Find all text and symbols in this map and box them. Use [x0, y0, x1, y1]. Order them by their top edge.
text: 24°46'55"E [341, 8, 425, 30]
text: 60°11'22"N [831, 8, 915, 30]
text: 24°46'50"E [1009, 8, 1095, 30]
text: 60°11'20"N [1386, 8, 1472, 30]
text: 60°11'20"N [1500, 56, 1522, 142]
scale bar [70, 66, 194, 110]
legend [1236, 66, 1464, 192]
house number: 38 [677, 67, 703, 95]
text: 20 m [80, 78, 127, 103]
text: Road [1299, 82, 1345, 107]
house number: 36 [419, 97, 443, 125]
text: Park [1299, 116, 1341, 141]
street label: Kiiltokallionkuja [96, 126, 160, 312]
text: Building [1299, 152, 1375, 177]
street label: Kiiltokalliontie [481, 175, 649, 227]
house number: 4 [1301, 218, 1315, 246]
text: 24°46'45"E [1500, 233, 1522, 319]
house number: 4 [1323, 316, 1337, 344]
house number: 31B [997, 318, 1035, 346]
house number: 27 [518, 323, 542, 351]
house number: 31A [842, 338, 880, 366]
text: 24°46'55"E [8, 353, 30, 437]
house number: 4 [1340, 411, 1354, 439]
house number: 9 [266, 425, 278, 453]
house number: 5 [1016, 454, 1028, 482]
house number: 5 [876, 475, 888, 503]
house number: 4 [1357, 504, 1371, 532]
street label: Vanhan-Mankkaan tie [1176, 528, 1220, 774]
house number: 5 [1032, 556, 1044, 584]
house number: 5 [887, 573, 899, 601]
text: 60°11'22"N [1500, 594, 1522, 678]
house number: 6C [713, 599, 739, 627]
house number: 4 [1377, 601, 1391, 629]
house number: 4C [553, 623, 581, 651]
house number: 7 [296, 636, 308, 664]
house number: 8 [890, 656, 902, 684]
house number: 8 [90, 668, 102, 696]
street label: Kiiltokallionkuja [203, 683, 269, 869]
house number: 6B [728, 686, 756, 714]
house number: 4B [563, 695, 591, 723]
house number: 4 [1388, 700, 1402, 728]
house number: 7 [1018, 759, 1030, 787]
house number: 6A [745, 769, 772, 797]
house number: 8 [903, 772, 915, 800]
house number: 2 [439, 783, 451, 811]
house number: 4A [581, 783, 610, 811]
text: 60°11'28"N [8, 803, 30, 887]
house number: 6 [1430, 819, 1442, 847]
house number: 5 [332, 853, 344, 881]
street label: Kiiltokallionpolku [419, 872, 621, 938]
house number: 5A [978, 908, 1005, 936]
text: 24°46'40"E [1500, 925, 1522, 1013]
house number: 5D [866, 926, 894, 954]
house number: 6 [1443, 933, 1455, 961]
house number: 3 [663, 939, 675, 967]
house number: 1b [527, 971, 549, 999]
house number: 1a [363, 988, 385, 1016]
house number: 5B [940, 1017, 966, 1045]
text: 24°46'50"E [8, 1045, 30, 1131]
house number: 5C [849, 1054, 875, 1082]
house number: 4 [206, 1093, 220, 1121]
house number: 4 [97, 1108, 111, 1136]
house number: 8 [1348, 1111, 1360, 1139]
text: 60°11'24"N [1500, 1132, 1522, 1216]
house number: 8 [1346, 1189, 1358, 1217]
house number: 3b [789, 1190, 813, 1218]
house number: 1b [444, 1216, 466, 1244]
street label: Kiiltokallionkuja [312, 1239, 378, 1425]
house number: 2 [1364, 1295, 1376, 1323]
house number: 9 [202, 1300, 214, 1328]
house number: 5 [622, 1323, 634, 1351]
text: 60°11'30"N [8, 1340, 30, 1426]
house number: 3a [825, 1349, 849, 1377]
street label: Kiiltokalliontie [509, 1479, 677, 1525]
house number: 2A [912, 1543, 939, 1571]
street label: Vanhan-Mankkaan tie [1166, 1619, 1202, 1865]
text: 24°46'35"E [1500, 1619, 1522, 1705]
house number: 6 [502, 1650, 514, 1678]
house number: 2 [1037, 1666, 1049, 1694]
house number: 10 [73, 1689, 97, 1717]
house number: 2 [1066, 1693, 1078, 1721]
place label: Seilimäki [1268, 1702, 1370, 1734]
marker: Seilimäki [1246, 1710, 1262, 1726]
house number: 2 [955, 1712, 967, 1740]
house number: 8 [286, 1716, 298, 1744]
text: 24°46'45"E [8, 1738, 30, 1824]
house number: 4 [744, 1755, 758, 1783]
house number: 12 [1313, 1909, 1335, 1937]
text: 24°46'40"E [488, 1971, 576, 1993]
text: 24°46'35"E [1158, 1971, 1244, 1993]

..........

**Problem to solve**.
Provide only the count of lines in the data above that include the string "Seilimäki".

**Result for this task**.
2